Instructions for the task =
Below are records; please give the number of their lines that contain the string "they", and only that number.

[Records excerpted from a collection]

★ ★ ★ ★

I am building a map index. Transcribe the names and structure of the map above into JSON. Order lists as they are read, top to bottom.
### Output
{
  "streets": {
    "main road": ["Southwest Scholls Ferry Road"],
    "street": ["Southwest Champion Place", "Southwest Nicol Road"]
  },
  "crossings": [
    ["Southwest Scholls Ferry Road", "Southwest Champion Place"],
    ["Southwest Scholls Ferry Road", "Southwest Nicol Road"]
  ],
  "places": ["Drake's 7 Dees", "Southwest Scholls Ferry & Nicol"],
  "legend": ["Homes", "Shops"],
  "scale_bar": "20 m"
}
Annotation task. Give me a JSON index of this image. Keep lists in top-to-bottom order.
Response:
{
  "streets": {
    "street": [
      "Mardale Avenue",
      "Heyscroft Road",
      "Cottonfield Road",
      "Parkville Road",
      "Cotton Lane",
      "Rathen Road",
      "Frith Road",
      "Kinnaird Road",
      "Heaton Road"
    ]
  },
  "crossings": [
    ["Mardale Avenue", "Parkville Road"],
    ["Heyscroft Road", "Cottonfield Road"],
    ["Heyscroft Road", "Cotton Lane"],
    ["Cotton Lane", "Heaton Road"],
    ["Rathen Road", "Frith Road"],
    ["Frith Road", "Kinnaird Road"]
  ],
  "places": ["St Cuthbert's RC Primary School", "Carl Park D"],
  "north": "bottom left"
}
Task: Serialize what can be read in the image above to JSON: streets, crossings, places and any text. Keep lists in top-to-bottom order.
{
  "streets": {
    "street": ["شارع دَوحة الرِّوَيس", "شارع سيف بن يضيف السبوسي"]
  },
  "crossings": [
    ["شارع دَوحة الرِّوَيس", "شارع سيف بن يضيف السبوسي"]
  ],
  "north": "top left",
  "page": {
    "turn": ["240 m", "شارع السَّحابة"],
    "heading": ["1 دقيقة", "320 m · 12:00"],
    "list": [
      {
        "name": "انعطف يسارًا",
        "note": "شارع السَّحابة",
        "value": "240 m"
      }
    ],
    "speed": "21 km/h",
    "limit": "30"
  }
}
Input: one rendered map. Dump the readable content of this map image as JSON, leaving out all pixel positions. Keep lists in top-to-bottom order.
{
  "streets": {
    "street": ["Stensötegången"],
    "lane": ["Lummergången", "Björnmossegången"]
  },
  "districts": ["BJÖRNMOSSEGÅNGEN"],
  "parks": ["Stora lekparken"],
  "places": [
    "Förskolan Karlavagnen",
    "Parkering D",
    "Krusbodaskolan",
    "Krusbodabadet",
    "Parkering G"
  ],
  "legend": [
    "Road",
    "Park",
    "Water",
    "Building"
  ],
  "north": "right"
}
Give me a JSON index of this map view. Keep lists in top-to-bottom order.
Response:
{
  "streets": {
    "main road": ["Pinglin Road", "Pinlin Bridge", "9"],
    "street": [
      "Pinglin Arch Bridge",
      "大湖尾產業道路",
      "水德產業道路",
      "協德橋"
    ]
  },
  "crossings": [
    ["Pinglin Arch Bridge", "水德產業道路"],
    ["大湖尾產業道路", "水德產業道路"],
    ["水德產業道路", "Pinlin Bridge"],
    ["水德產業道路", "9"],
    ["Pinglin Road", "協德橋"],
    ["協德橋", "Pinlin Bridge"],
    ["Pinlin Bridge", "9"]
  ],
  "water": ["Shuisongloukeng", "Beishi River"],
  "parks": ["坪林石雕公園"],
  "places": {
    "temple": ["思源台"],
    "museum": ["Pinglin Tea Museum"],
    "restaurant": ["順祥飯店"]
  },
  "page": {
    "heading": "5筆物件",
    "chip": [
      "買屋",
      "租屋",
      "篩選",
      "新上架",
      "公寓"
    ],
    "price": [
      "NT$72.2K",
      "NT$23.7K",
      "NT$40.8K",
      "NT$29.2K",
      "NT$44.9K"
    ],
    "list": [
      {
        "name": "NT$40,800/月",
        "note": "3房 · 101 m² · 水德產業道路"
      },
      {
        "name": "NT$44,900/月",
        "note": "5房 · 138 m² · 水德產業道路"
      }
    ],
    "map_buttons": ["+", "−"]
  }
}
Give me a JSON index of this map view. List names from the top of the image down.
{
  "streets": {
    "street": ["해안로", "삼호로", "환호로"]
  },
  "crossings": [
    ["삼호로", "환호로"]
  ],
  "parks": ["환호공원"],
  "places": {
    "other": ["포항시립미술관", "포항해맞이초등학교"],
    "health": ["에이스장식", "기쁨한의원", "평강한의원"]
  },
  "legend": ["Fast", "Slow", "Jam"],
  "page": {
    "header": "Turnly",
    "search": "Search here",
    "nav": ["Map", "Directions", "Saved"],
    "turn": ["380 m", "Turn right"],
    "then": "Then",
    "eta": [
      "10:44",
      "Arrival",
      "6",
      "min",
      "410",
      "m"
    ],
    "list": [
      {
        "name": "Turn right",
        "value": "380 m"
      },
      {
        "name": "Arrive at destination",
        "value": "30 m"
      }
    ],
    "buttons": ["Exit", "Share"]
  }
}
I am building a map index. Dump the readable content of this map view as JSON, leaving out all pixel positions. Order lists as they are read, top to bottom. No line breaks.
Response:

★ ★ ★ ★

Exercise response =
2